> [TASK TO COMPLETE]
An unaltered copy of every line below is the expected output.

EXERCISE DATA Start Marker

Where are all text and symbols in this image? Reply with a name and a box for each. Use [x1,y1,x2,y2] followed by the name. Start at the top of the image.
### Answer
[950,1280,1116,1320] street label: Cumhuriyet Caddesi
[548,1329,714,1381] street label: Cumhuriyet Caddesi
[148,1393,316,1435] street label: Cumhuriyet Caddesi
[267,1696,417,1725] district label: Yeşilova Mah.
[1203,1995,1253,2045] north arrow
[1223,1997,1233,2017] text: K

EXERCISE DATA End Marker

> [ANSWER FOR THIS EXERCISE]
Where are all text and symbols in this image? Reply with a name and a box for each. Use [x1,y1,x2,y2] followed by the name. Start at the top of the image.
### Answer
[950,1280,1116,1320] street label: Cumhuriyet Caddesi
[548,1329,714,1381] street label: Cumhuriyet Caddesi
[148,1393,316,1435] street label: Cumhuriyet Caddesi
[267,1696,417,1725] district label: Yeşilova Mah.
[1203,1995,1253,2045] north arrow
[1223,1997,1233,2017] text: K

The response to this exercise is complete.